Они стояли перед дверьми главного входа. Свежий ветер норовил залистнуть книгу в руках отца Лотара, надувал стихарь де Лескюра, слишком широкий для его сухощавой фигуры.

Уголь шипел и стрелял в кадиле, тонкая струйка ладана начала свою игру с ветром.

– Asperges me, Domine, hyssopo, et mundabor: lavabis me, et super nivem dealbabor[82], – голос взлетел к небу, отталкиваясь от стен. Было странно, очень странно так безоглядно отправлять ритуал не в подземельях, а при ярком свете солнца.

Медленно шествуя посолонь, они двинулись вдоль стен. Но прежде еще, чем маленькая процессия обогнула фасад, по площади помчались к главному входу, пригибаясь, двое с мешками на спинах.

София, взглянув на часы, с облегчением вздохнула.

– Мадам, благоволите принять двадцать килограммов шоколада! – выдохнул на ходу Тома Бурделе, невысокий, веснушчатый, несносный, из тех, с кем все кажется ерундой. Он с первых лет жизни ходил к мессе, сперва с родителями, затем, после их гибели в гетто, один.

– Тише ты, дурак, отец Лотар уже начал, – одернул его Роже Мулинье, перекладывая ношу на другое плечо.

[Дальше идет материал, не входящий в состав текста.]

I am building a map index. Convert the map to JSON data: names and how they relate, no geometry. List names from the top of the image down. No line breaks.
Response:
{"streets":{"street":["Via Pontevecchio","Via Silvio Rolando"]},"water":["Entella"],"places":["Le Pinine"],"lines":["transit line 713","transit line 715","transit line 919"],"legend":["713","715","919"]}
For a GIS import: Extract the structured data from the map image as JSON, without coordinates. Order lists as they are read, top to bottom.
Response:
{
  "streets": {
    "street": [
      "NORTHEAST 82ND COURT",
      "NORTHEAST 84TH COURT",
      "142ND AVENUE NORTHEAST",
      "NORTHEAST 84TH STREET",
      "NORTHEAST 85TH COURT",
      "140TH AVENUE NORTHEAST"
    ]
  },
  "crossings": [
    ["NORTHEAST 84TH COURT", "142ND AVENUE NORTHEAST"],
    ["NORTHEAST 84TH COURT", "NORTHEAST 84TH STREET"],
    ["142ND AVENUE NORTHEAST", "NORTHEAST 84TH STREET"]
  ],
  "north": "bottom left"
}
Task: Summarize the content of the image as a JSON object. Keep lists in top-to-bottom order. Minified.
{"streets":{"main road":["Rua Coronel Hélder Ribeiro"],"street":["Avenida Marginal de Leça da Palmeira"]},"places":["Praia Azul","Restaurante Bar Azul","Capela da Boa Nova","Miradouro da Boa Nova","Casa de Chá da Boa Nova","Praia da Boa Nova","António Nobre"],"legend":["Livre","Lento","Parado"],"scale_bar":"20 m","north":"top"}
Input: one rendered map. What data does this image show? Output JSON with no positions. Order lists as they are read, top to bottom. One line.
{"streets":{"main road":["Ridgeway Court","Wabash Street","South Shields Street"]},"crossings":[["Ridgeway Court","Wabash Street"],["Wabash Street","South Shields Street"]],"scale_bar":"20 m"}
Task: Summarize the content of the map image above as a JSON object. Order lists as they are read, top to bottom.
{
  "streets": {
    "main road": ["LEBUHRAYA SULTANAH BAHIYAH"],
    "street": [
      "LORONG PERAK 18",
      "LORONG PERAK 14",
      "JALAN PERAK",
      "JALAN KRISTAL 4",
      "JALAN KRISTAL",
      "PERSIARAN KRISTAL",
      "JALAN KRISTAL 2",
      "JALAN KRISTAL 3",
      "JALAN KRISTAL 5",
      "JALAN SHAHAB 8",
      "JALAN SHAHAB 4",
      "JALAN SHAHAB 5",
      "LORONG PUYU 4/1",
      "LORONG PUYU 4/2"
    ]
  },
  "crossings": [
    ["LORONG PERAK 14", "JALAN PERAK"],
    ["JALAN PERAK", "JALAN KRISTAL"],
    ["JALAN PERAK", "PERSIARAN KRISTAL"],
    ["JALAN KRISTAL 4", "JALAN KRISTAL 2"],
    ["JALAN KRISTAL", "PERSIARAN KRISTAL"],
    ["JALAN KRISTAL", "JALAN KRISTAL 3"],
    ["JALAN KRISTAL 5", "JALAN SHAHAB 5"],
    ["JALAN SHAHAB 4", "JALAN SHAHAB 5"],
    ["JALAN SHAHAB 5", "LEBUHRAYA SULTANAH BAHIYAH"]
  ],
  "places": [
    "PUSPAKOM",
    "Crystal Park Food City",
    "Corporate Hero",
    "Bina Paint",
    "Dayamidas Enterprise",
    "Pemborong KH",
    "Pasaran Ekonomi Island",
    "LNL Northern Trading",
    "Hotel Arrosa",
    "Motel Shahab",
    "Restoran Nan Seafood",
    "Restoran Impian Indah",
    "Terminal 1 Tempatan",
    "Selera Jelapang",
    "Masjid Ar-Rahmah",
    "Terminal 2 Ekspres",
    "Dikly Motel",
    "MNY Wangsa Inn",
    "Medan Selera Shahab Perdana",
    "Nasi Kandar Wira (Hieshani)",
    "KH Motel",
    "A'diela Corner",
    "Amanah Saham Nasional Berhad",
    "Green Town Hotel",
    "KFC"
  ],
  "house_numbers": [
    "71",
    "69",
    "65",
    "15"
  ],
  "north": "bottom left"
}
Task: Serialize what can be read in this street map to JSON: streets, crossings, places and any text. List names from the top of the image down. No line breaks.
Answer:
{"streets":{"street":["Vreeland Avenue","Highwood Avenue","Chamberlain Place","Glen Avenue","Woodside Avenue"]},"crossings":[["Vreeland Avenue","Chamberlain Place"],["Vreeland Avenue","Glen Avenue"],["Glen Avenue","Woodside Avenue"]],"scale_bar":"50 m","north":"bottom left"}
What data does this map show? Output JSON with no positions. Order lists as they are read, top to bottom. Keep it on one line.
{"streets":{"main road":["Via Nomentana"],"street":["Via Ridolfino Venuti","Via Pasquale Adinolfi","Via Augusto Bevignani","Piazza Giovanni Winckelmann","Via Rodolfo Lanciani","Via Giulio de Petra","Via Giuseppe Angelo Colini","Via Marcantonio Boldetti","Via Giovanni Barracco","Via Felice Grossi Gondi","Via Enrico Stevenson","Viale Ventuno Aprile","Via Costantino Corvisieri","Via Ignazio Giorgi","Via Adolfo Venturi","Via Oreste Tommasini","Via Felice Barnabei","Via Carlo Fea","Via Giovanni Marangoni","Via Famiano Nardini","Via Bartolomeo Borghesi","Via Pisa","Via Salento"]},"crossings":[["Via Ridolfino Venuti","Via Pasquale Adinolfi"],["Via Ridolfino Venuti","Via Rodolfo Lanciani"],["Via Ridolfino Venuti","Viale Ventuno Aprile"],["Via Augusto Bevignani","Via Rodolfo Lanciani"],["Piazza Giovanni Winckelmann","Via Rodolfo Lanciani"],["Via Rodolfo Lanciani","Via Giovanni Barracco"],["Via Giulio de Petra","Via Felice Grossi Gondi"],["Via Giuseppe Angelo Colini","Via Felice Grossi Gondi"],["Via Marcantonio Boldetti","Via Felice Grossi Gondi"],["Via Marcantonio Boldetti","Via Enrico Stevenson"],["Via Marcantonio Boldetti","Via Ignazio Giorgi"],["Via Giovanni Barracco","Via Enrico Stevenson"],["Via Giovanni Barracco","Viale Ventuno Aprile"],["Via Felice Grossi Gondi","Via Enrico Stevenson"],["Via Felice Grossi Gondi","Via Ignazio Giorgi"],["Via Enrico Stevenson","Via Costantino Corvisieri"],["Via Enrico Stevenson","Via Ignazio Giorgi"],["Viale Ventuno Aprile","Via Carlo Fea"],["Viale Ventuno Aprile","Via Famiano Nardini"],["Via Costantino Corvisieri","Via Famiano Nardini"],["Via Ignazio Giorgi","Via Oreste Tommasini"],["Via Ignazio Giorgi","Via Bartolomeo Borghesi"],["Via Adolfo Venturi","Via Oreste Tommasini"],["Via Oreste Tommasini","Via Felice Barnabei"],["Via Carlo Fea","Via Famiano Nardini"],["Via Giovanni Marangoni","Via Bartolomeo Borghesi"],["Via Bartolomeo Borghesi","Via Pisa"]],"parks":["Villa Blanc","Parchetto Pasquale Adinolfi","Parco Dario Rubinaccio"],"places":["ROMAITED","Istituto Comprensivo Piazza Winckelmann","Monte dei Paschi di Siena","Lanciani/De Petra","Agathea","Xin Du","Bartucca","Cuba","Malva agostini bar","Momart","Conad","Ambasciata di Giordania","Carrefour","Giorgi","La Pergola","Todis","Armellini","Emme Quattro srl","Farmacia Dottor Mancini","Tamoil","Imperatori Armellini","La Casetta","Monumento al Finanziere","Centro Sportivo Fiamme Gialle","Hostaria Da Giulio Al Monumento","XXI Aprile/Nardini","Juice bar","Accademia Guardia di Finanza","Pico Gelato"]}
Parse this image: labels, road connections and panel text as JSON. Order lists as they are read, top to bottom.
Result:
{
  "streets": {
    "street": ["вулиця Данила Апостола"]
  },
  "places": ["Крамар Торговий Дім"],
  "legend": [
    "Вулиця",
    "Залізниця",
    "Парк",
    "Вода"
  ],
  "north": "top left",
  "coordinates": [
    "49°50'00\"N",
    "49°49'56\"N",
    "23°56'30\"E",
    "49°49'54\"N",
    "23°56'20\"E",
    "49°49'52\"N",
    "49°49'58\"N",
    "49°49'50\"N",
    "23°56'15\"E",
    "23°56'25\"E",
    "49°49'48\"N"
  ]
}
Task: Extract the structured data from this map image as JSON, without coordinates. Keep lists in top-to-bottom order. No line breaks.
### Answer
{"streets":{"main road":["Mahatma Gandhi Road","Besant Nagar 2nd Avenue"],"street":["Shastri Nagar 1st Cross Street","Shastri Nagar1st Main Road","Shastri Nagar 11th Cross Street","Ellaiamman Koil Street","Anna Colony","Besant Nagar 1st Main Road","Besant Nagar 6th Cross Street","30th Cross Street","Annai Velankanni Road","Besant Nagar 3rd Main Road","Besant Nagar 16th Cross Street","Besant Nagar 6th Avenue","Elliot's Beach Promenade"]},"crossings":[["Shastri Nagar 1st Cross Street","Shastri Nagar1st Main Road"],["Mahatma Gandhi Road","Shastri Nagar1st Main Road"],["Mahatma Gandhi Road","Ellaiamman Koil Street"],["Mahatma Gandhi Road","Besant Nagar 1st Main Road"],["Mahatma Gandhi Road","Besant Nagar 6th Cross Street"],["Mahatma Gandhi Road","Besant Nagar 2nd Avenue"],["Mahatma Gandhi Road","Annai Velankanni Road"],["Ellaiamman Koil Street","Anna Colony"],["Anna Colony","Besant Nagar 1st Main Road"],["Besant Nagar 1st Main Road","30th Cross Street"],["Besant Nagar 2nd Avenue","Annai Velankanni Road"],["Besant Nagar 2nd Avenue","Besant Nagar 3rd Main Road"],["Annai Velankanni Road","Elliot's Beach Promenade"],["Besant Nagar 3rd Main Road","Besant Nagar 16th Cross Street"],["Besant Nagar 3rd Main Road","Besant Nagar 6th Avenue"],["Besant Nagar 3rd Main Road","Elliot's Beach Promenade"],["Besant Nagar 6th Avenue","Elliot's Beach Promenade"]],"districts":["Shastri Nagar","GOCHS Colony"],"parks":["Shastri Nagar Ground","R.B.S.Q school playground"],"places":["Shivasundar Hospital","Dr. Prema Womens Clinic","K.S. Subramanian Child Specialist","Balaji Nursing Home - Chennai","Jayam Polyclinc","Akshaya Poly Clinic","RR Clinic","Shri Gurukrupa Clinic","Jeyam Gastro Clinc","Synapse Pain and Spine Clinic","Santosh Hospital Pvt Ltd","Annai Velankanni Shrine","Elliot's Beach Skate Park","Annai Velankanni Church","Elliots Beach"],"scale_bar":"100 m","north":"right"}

Месяц назад он, вполне авторитетный в Маки в свои девятнадцать лет, даже не подозревал о существовании мессы. – Софи, все в порядке. В метро теперь просто так не проберешься, фонарей наделали из веток. Энергоснабжение они наконец сумели отключить. На действующих станциях теперь такой же мрак, как на заброшенных. А «пластита-н» действительно двадцать килограммов, по десять в каждом мешке, уже расфасованы по одному.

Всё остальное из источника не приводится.